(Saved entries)
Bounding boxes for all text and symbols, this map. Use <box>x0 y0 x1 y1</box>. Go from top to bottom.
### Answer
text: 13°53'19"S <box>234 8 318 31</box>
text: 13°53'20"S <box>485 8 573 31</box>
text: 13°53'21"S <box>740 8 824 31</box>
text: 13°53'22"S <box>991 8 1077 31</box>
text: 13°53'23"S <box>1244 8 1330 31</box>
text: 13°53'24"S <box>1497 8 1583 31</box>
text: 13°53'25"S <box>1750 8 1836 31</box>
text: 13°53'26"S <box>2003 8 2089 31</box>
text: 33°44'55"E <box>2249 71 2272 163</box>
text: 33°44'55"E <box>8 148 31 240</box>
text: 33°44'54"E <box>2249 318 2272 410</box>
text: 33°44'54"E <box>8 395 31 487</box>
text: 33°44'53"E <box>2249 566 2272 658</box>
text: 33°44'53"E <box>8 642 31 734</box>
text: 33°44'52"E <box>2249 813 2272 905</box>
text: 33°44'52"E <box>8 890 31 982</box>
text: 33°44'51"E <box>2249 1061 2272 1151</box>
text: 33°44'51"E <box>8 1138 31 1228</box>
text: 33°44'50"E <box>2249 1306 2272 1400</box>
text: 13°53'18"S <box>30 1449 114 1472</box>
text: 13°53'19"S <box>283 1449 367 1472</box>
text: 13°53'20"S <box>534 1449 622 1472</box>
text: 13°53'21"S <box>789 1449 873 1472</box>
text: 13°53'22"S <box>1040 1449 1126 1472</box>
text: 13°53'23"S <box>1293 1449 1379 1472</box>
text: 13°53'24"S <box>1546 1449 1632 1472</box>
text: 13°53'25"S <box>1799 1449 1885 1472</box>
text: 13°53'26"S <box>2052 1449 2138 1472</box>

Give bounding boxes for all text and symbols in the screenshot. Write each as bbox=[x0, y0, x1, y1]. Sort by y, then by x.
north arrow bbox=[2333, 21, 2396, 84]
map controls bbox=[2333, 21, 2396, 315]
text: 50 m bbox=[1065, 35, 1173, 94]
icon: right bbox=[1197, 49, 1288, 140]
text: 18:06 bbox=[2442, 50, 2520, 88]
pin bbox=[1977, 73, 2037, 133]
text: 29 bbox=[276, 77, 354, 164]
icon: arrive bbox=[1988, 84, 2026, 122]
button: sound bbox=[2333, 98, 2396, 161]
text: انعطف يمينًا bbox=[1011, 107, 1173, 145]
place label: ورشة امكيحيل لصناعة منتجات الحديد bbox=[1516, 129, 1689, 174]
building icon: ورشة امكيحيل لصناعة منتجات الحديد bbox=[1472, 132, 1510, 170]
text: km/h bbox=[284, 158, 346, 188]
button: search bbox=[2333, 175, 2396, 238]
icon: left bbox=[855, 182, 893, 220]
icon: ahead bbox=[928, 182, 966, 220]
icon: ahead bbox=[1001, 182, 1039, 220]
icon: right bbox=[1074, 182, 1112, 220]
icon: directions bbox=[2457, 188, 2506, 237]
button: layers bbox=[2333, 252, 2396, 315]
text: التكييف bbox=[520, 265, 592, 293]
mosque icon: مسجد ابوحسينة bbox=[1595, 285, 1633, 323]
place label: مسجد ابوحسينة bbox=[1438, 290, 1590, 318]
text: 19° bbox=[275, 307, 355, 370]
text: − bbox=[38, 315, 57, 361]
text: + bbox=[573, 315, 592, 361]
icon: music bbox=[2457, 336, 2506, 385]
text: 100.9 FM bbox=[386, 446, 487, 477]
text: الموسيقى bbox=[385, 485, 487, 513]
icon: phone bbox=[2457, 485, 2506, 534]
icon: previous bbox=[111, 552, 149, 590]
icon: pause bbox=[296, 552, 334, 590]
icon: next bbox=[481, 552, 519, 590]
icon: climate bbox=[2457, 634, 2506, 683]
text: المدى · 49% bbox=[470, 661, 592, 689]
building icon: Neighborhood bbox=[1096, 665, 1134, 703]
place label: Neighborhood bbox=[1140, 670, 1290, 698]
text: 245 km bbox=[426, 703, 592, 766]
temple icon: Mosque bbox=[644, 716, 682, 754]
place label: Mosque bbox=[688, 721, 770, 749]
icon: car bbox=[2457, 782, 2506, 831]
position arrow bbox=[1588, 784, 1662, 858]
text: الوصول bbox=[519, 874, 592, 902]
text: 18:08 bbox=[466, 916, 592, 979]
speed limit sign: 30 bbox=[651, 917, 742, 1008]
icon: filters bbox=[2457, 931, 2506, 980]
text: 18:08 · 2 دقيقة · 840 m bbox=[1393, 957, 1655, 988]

AIM OF THE TASK:
For each line in the entries that contains the string "مسجد", make a copy.

RESPONSE TO THE EXERCISE:
mosque icon: مسجد ابوحسينة bbox=[1595, 285, 1633, 323]
place label: مسجد ابوحسينة bbox=[1438, 290, 1590, 318]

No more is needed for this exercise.